Surviving bacterial sibling rivalry: inducible and reversible phenotypic switching in Paenibacillus dendritiformis - PubMed (original) (raw)

Surviving bacterial sibling rivalry: inducible and reversible phenotypic switching in Paenibacillus dendritiformis

Avraham Be'er et al. mBio. 2011.

Abstract

Natural habitats vary in available nutrients and room for bacteria to grow, but successful colonization can lead to overcrowding and stress. Here we show that competing sibling colonies of Paenibacillus dendritiformis bacteria survive overcrowding by switching between two distinct vegetative phenotypes, motile rods and immotile cocci. Growing colonies of the rod-shaped bacteria produce a toxic protein, Slf, which kills cells of encroaching sibling colonies. However, sublethal concentrations of Slf induce some of the rods to switch to Slf-resistant cocci, which have distinct metabolic and resistance profiles, including resistance to cell wall antibiotics. Unlike dormant spores of P. dendritiformis, the cocci replicate. If cocci encounter conditions that favor rods, they secrete a signaling molecule that induces a switch to rods. Thus, in contrast to persister cells, P. dendritiformis bacteria adapt to changing environmental conditions by inducible and reversible phenotypic switching.

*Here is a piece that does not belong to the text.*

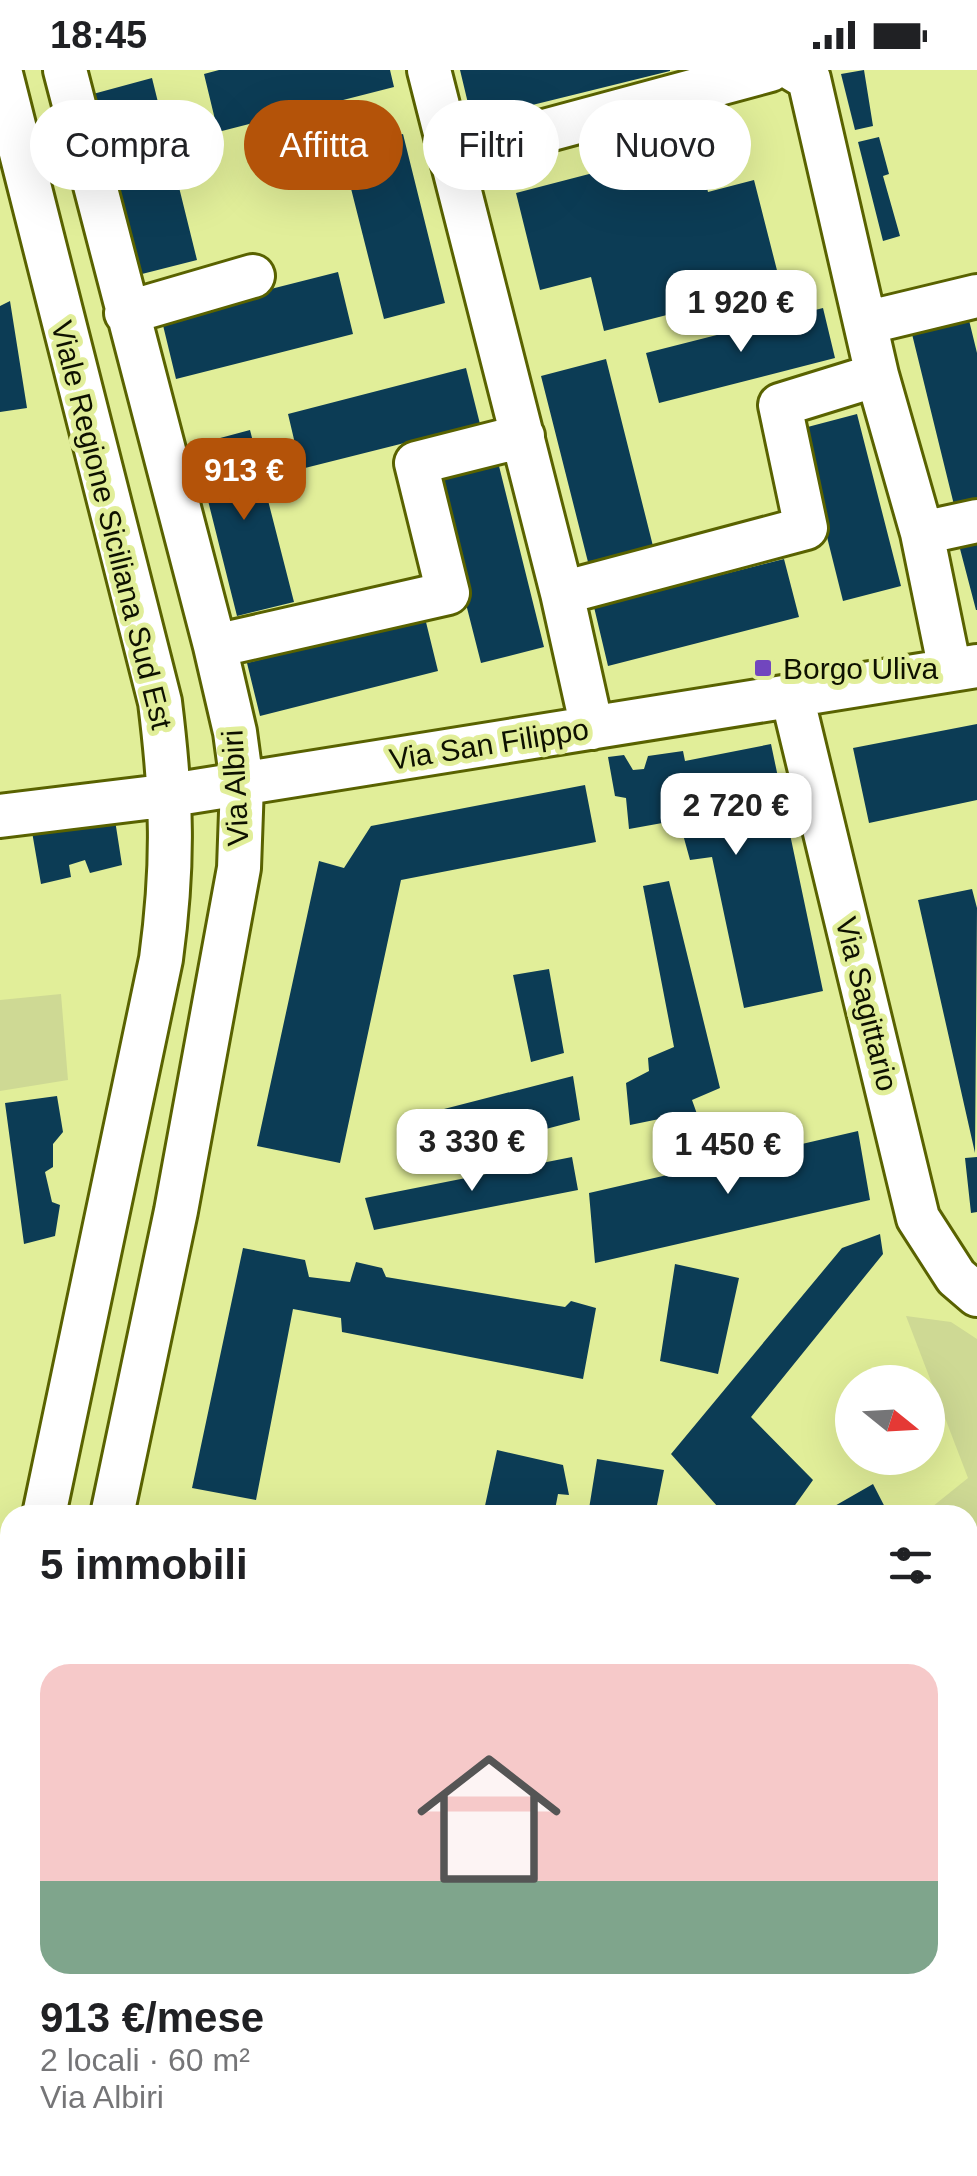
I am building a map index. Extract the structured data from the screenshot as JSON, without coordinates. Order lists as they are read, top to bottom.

Importance: In favorable environments, species may face space and nutrient limits due to overcrowding. Bacteria provide an excellent model for analyzing principles underlying overcrowding and regulation of density in nature, since their population dynamics can be easily and accurately assessed under controlled conditions. We describe a newly discovered mechanism for survival of a bacterial population during overcrowding. When competing with sibling colonies, Paenibacillus dendritiformis produces a lethal protein (Slf) that kills cells at the interface of encroaching colonies. Slf also induces a small proportion of the cells to switch from motile, rod-shaped cells to nonmotile, Slf-resistant, vegetative cocci. When crowding is reduced and nutrients are no longer limiting, the bacteria produce a signal that induces cocci to switch back to motile rods, allowing the population to spread. Genes encoding components of this phenotypic switching pathway are widespread among bacterial species, suggesting that this survival mechanism is not unique to P. dendritiformis.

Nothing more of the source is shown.